# [RECORDS FOR THE EXERCISE]
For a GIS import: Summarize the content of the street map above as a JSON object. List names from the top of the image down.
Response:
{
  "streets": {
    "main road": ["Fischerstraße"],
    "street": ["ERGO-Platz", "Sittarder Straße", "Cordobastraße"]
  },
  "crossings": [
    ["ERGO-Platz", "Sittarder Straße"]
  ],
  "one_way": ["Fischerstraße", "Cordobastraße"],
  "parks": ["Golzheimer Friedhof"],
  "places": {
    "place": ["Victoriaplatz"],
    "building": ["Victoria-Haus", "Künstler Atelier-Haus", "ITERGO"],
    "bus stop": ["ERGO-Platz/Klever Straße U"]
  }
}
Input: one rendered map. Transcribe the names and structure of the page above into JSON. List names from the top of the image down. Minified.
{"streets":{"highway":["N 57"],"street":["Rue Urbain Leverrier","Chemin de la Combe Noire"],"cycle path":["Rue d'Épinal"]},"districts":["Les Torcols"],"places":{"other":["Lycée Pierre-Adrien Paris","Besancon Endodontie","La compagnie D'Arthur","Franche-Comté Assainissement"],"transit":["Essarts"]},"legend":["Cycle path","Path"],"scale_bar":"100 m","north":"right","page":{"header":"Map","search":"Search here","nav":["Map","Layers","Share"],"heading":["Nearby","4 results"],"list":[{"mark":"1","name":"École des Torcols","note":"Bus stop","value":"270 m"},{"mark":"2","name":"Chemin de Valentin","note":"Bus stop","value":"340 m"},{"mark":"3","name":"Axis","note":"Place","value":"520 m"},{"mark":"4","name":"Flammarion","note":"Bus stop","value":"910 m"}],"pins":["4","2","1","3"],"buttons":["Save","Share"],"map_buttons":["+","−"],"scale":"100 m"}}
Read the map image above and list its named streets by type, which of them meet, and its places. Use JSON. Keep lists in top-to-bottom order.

# [ACTIVITY]
The lines to reproduce run from the line containing "Input: one rendered" to the end of the listing; write them out exactly and add nothing.

# [ANSWER FOR THE TASK]
Input: one rendered map. Transcribe the names and structure of the page above into JSON. List names from the top of the image down. Minified.
{"streets":{"highway":["N 57"],"street":["Rue Urbain Leverrier","Chemin de la Combe Noire"],"cycle path":["Rue d'Épinal"]},"districts":["Les Torcols"],"places":{"other":["Lycée Pierre-Adrien Paris","Besancon Endodontie","La compagnie D'Arthur","Franche-Comté Assainissement"],"transit":["Essarts"]},"legend":["Cycle path","Path"],"scale_bar":"100 m","north":"right","page":{"header":"Map","search":"Search here","nav":["Map","Layers","Share"],"heading":["Nearby","4 results"],"list":[{"mark":"1","name":"École des Torcols","note":"Bus stop","value":"270 m"},{"mark":"2","name":"Chemin de Valentin","note":"Bus stop","value":"340 m"},{"mark":"3","name":"Axis","note":"Place","value":"520 m"},{"mark":"4","name":"Flammarion","note":"Bus stop","value":"910 m"}],"pins":["4","2","1","3"],"buttons":["Save","Share"],"map_buttons":["+","−"],"scale":"100 m"}}
Read the map image above and list its named streets by type, which of them meet, and its places. Use JSON. Keep lists in top-to-bottom order.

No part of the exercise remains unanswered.